» **Input material**:
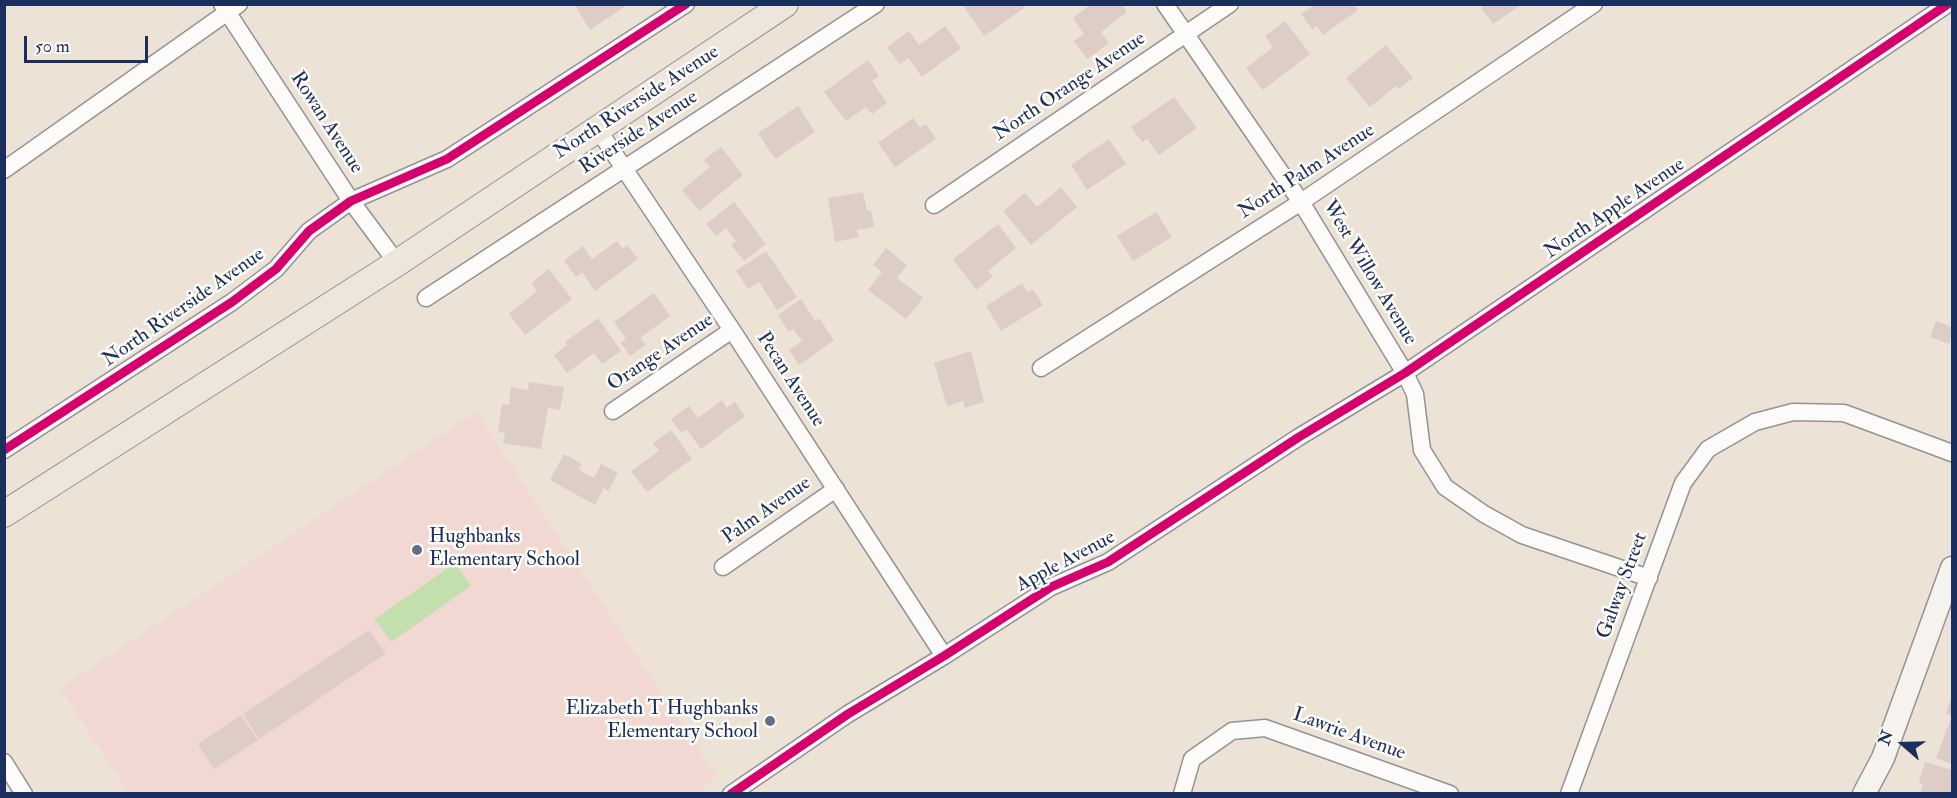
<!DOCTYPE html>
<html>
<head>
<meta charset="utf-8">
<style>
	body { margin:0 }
	#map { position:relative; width:1957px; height:798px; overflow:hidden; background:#ece2d5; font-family:"IM FELL Double Pica",serif }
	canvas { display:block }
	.frame { position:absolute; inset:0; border:6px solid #1b2f5e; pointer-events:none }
	.north { position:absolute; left:1873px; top:714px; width:60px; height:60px; -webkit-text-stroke:4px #fdfcf7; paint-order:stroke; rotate:290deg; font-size:16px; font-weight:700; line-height:24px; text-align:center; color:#1b2f5e }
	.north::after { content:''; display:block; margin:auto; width:21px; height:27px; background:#1b2f5e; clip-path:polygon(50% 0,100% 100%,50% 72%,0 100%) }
	.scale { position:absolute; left:24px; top:36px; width:124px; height:27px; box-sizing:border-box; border:3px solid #1b2f5e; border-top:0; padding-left:8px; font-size:18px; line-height:21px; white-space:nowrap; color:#1b2f5e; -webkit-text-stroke:4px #fdfcf7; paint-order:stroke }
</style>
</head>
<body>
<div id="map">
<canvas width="1957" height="798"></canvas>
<div class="frame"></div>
<div class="north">N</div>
<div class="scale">50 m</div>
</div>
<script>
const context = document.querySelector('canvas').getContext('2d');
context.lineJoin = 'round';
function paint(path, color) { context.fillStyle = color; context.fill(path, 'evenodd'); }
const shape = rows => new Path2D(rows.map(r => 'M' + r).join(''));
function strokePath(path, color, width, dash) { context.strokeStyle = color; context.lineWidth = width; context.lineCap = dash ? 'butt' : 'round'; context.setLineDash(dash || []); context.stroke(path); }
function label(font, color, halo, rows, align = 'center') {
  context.font = font + ' "IM FELL Double Pica",serif'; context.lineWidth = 5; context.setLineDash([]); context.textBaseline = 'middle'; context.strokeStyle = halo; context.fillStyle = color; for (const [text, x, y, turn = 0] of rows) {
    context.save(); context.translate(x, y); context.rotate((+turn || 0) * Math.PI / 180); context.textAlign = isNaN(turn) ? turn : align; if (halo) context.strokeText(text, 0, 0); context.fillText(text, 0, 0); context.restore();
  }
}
const built = shape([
	[476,412,716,776,697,794,129,793,60,688]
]);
const green = shape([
	[455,563,471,586,391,642,375,619]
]);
const building = shape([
	[574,4,629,4,590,30],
	[962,4,1021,4,1024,8,984,36],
	[1091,4,1122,4,1127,12,1101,32,1109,43,1087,59,1074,41,1084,34,1073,18],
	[1486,4,1522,4,1493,24,1481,8],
	[1314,5,1354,5,1358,10,1323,35,1317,26,1312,29,1301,14],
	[1285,21,1310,54,1263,90,1246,68,1273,47,1265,36],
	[945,26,961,48,922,77,908,58,900,64,887,47,909,31,919,45],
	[1386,45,1413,78,1399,89,1396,86,1370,107,1346,78],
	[868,60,879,76,872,81,887,103,872,114,866,107,846,121,824,92],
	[1174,97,1197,128,1159,155,1147,139,1142,142,1131,127],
	[798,106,815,132,775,159,758,133],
	[913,118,920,128,926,124,936,139,895,167,878,143],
	[1109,139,1126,164,1087,190,1071,165],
	[721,147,743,175,699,211,682,190,710,167,704,160],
	[1061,187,1077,207,1031,245,1003,211,1025,193,1037,207],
	[863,192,867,211,871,210,874,227,857,230,859,237,835,242,828,198],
	[734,202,766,244,744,261,731,245,736,241,726,228,716,236,706,224],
	[1156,212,1172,237,1133,261,1117,236],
	[998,224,1016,248,988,271,993,277,976,290,953,259],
	[617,241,623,249,627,245,638,259,595,291,582,272,576,277,564,261,583,246,592,259],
	[886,248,907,265,897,278,923,298,906,319,868,290,882,272,873,265],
	[766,251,797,297,777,310,759,282,748,289,736,271],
	[549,269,572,299,525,335,509,314,537,291,531,283],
	[1022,283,1028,292,1033,289,1043,305,1001,331,986,306],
	[654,293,670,316,640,338,646,345,630,356,621,343,626,339,614,322],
	[801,299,815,321,819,318,834,340,799,365,789,350,802,341,793,329,789,332,778,315],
	[598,318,621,351,602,364,594,353,567,373,554,355,567,345,565,342],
	[1936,321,1952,327,1952,336,1949,344,1930,337],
	[971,351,984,402,965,408,963,401,947,406,934,363],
	[529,382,564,387,560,410,548,408,541,449,503,443,505,433,498,432,502,404,509,405,511,387,528,390],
	[722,400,727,408,735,402,745,416,701,449,686,429,681,433,671,419,689,406,698,418],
	[671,430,692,459,647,492,631,471,659,451,653,443],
	[564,454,582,464,579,470,594,478,601,464,618,473,608,491,604,488,595,505,550,480],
	[369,630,386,654,322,696,319,691,322,697,259,739,243,714],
	[1952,696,1952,764,1936,758,1952,716,1946,713],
	[241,715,258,740,214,769,198,744],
	[1925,762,1952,770,1952,794,1920,794,1923,786,1919,781]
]);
const street = shape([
	[222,4,351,201,397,263],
	[1165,4,1301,202,1405,373,1415,394,1422,450,1445,487,1484,514,1522,535,1649,578],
	[597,128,732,330,944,656],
	[4,170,239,4],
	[934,205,1230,4],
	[426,298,876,4],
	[1041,368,1301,202,1594,4],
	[613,411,732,330],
	[4,450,232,302,276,269,309,231,351,201,447,159,686,4],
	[723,567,836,489],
	[4,762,24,794],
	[731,794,848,714,944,656,1051,587,1108,562,1299,437,1405,373,1948,4],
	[1182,794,1192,759,1232,731,1265,728,1450,794],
	[1569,794,1683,483,1708,449,1755,422,1793,412,1844,413,1952,453]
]);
const secondary = shape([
	[1864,794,1883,758,1952,568]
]);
const primary = shape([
	[4,514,397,263,785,4]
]);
const cycleway = shape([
	[4,450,232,302,276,269,309,231,351,201,447,159,686,4],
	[731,794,848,714,944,656,1051,587,1108,562,1299,437,1405,373,1948,4]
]);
const markers = [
	[417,550,6,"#646e88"],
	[770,721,6,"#646e88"]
];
const streetNames = [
	["North Orange Avenue",1070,87,-34],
	["North Riverside Avenue",637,103,-33],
	["Rowan Avenue",326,123,57],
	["Riverside Avenue",639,133,-33],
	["North Palm Avenue",1307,172,-33],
	["North Apple Avenue",1615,209,-34],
	["West Willow Avenue",1369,273,59],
	["North Riverside Avenue",184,308,-35],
	["Orange Avenue",661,353,-34],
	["Pecan Avenue",790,380,57],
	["Palm Avenue",767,511,-35],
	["Apple Avenue",1066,562,-28],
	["Galway Street",1623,586,-70],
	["Lawrie Avenue",1349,735,20]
];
const poiNames = [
	["Hughbanks",429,538],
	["Elementary School",429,561],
	["Elizabeth T Hughbanks",758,710,"right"],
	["Elementary School",758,733,"right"]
];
paint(built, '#f2d8d2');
paint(green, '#c3dfae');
paint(building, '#decdc7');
strokePath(street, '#949294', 19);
strokePath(secondary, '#949294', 25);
strokePath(primary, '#949294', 28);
strokePath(street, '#fcfbf9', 16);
strokePath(secondary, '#f6f2ee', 22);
strokePath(primary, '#eee5dd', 26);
strokePath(cycleway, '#d6006c', 9);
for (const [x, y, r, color] of markers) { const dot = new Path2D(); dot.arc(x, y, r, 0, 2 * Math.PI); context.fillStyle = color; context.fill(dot); strokePath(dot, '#fdfcf7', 2); }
label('20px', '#1b2f5e', '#fdfcf7', streetNames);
label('20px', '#1b2f5e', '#fdfcf7', poiNames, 'left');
</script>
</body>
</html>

» **Work instructions**: Within the records, on how many lines does the word "canvas" appear? Provide the number alone.

» **Answer**: 3